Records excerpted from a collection

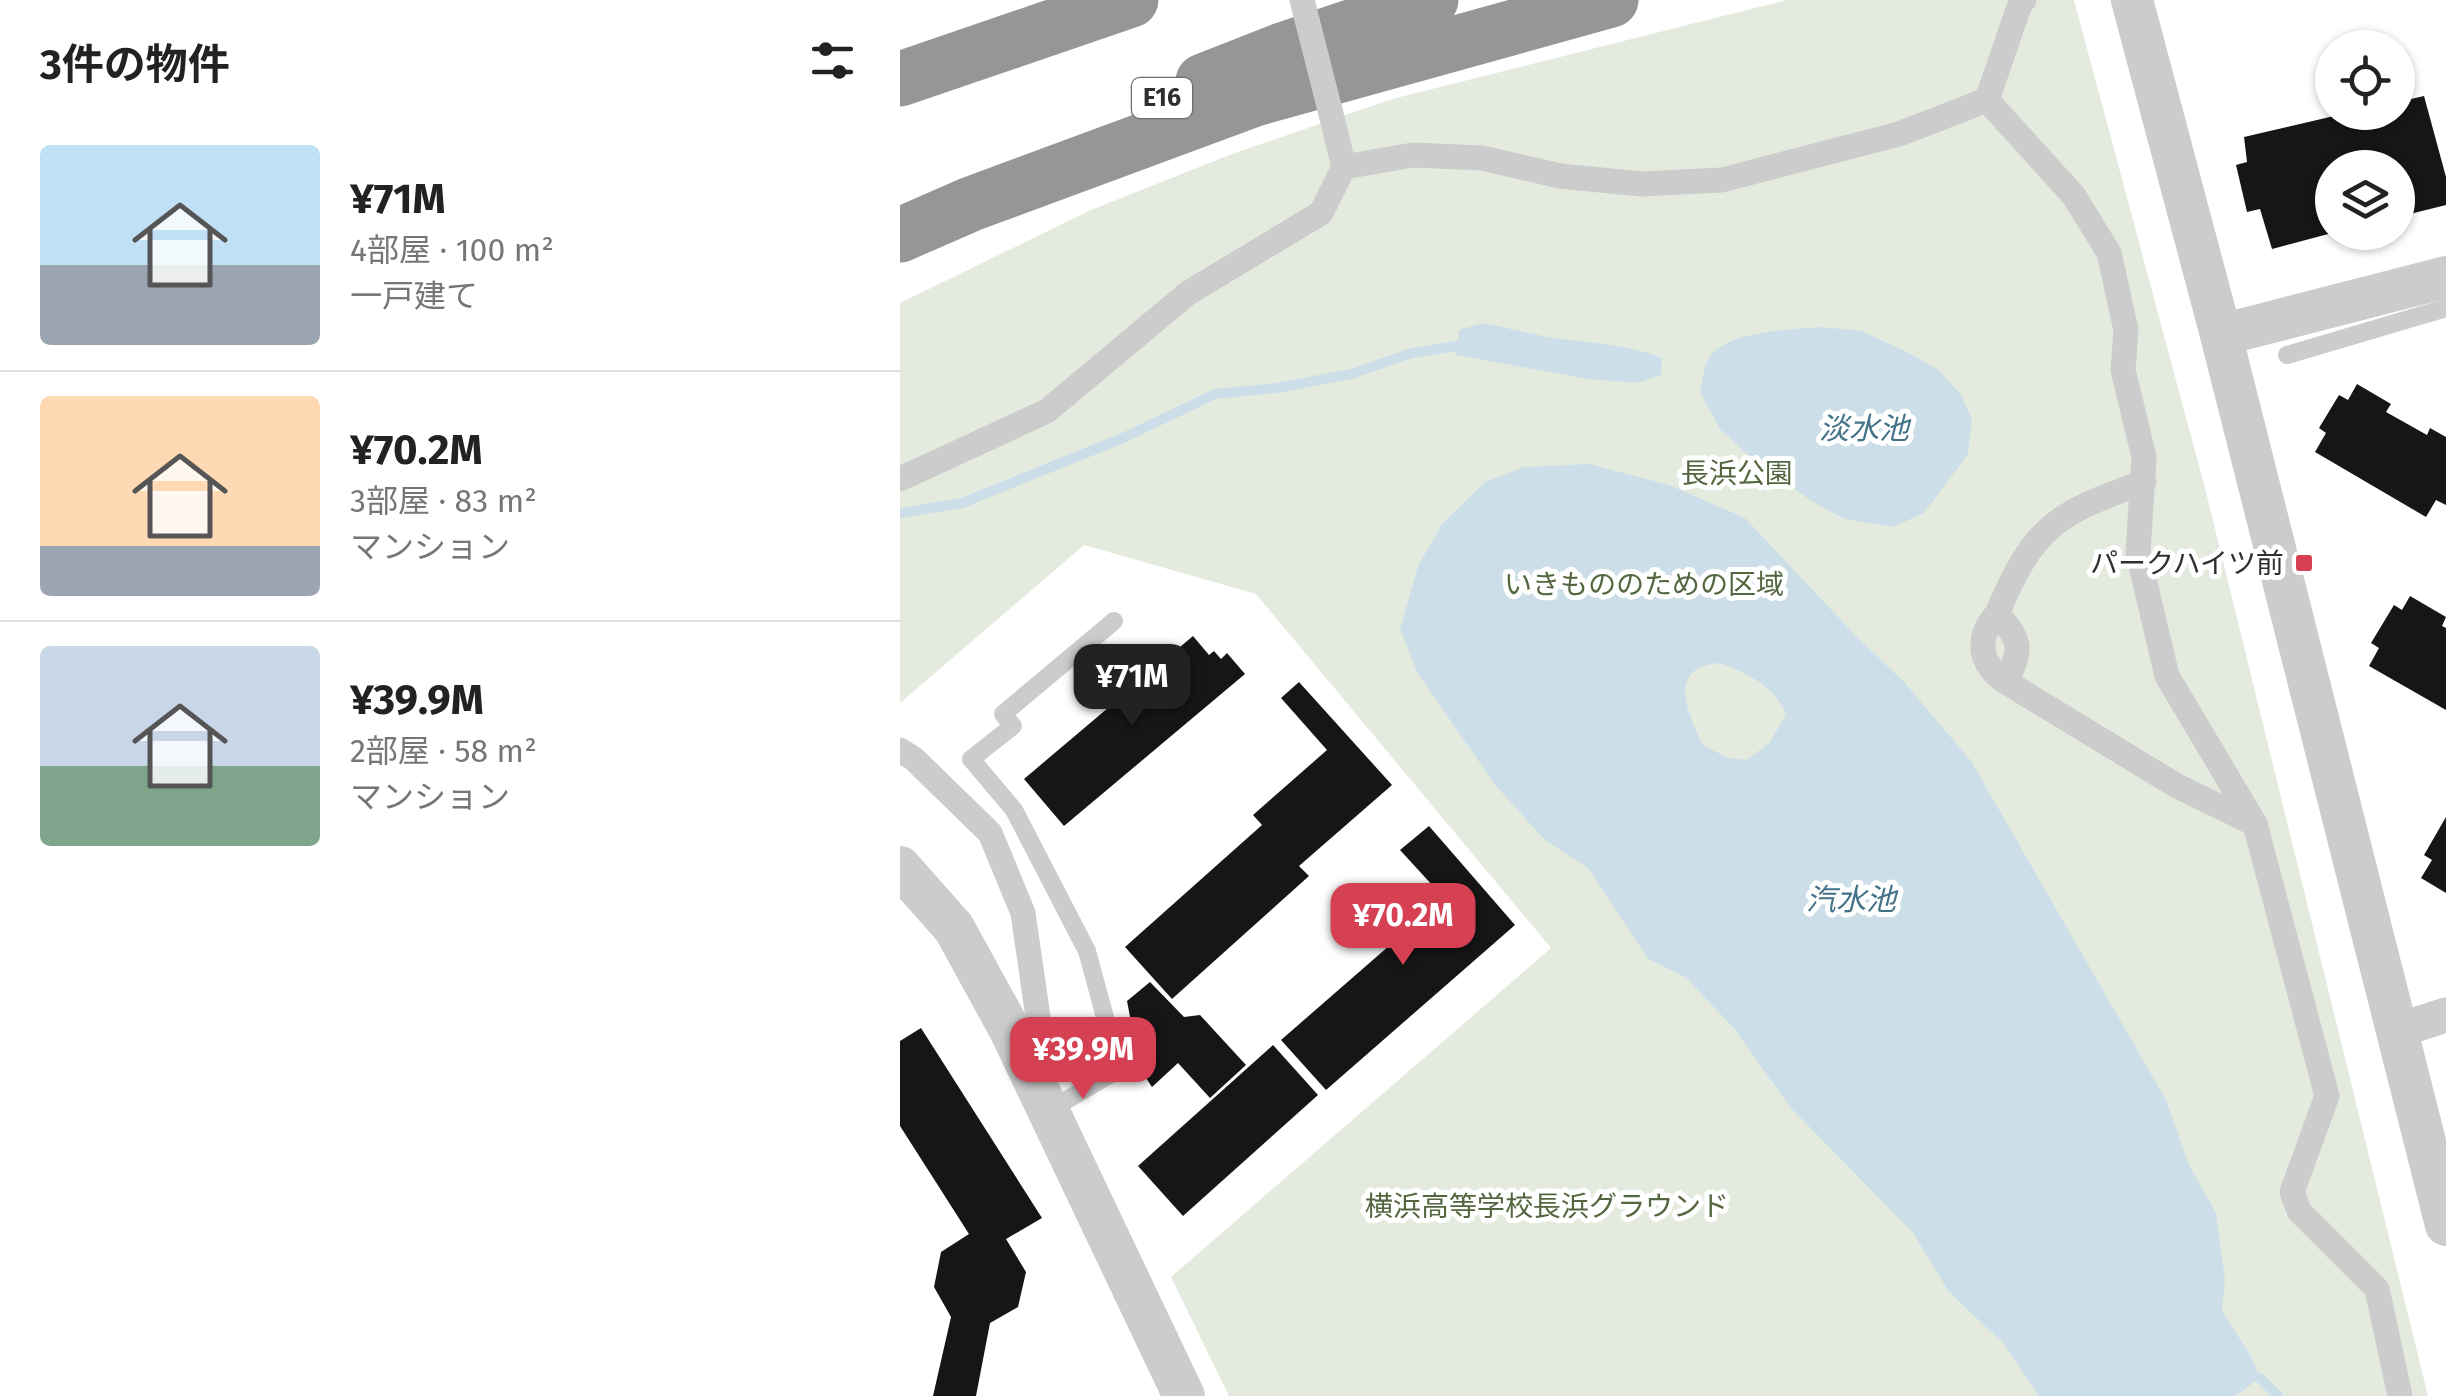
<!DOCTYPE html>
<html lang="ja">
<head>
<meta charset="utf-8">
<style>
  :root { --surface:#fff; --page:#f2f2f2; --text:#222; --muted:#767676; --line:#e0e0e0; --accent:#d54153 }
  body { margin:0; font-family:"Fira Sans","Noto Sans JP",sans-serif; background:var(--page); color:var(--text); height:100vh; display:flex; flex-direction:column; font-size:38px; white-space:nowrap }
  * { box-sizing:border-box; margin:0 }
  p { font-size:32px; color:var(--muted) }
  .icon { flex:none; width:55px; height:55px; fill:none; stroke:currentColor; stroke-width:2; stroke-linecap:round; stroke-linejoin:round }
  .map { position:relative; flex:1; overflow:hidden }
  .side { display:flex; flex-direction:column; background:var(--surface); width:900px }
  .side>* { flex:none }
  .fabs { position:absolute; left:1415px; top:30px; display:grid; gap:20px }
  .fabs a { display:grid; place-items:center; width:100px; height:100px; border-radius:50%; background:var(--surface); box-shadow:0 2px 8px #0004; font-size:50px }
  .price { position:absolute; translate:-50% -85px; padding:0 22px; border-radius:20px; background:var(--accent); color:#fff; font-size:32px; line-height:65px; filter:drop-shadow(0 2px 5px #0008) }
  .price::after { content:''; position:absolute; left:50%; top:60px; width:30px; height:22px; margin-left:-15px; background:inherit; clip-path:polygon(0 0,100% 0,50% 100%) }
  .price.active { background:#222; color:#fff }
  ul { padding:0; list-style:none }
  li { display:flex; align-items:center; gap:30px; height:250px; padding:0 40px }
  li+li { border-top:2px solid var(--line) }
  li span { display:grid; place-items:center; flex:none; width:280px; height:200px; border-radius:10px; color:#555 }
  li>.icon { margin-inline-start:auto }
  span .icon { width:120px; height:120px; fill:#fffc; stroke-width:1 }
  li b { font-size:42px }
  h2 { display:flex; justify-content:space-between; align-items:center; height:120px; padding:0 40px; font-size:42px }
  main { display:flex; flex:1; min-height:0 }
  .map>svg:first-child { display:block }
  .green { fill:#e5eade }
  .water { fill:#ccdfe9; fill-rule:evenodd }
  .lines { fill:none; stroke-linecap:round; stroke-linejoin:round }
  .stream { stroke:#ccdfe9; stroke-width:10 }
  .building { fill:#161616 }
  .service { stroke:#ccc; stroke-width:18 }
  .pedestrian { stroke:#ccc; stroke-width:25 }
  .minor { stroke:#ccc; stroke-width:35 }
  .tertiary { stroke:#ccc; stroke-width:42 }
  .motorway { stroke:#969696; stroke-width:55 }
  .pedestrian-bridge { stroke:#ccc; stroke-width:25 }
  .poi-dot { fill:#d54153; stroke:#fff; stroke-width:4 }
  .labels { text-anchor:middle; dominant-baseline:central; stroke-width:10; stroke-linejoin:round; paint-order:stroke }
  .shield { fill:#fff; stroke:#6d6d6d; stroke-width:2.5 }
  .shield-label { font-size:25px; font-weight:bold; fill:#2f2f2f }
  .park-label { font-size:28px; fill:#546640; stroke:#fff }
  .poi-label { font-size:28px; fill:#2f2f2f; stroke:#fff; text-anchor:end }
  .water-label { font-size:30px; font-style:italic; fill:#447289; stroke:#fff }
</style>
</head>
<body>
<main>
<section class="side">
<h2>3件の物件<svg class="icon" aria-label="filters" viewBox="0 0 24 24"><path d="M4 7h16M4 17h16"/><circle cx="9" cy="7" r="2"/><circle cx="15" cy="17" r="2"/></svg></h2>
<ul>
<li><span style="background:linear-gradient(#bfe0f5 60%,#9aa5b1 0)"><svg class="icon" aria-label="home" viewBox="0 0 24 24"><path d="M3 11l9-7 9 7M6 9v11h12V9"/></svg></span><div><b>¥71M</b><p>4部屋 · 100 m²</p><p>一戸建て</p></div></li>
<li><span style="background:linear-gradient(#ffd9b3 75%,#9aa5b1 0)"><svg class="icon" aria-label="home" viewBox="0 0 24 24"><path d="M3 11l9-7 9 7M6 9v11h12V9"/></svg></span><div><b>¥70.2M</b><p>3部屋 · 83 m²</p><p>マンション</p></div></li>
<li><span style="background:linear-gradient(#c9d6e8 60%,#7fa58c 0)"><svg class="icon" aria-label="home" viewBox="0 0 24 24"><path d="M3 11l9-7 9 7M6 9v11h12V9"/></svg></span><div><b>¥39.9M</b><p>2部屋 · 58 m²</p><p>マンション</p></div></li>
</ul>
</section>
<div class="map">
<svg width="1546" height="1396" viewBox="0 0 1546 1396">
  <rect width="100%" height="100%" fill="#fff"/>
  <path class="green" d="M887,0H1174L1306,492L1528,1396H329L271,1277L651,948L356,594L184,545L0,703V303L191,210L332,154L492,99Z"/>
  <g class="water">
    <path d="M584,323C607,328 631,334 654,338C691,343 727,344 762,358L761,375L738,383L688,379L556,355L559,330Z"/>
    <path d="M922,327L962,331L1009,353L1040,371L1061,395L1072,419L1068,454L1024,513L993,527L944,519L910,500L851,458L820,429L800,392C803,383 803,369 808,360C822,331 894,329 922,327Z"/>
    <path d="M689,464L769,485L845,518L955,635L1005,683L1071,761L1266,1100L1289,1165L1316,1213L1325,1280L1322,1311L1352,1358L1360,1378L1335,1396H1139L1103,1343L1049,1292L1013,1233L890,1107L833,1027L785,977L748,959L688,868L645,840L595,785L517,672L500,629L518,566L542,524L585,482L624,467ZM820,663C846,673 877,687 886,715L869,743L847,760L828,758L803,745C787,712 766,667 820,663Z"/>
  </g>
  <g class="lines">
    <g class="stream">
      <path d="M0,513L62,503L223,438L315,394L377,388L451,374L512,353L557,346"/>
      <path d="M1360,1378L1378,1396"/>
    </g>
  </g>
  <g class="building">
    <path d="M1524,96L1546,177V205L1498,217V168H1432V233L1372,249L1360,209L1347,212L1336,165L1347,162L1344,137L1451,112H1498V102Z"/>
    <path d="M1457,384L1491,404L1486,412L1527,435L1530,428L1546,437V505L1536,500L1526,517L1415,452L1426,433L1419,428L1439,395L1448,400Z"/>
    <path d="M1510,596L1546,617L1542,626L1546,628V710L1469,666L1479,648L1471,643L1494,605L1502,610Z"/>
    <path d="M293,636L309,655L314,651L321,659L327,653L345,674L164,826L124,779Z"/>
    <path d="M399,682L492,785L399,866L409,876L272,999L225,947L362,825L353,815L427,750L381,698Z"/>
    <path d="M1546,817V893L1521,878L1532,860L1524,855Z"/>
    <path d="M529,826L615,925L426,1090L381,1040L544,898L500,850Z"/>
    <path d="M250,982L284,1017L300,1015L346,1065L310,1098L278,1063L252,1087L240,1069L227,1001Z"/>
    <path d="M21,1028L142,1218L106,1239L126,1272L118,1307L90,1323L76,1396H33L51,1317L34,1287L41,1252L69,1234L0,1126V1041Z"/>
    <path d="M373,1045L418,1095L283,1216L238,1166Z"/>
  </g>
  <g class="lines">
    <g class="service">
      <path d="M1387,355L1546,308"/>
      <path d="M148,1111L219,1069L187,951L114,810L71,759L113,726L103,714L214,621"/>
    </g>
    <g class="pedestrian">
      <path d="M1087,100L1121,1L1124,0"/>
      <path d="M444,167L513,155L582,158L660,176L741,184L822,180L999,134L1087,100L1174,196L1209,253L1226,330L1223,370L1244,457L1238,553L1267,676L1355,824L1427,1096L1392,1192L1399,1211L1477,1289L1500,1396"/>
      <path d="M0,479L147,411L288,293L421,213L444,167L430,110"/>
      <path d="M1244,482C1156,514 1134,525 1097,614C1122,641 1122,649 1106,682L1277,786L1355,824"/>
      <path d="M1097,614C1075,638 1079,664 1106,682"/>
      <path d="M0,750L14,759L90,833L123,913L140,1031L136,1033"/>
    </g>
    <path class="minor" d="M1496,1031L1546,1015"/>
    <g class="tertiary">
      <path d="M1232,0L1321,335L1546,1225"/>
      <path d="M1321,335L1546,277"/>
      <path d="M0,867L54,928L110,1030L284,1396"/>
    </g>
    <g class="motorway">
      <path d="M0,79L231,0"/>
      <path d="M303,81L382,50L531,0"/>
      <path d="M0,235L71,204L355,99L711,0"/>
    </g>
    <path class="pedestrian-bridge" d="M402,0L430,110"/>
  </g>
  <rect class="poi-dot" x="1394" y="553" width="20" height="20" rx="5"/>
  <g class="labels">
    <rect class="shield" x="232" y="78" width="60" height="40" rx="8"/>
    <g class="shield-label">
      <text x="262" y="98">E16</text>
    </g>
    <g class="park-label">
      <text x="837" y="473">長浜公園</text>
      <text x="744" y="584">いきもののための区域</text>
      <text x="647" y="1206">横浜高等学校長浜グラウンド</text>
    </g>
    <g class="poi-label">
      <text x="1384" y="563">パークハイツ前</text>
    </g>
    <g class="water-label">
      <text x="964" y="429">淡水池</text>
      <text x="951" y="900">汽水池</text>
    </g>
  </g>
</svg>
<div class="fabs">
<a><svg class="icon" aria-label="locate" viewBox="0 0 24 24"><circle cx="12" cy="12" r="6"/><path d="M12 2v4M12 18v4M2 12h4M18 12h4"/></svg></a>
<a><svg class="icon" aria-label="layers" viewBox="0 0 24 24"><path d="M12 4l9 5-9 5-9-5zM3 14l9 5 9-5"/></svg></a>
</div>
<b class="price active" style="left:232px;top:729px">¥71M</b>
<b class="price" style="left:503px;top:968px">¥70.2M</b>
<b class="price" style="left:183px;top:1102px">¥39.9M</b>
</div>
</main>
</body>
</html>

■ **Work order**:
Starting with the first line of the data, transcribe every line exactly through the one containing "--surface:#fff; --page:#f2f2f2; --text:#222;". No pictures go in.

■ **Your solution**:
<!DOCTYPE html>
<html lang="ja">
<head>
<meta charset="utf-8">
<style>
  :root { --surface:#fff; --page:#f2f2f2; --text:#222; --muted:#767676; --line:#e0e0e0; --accent:#d54153 }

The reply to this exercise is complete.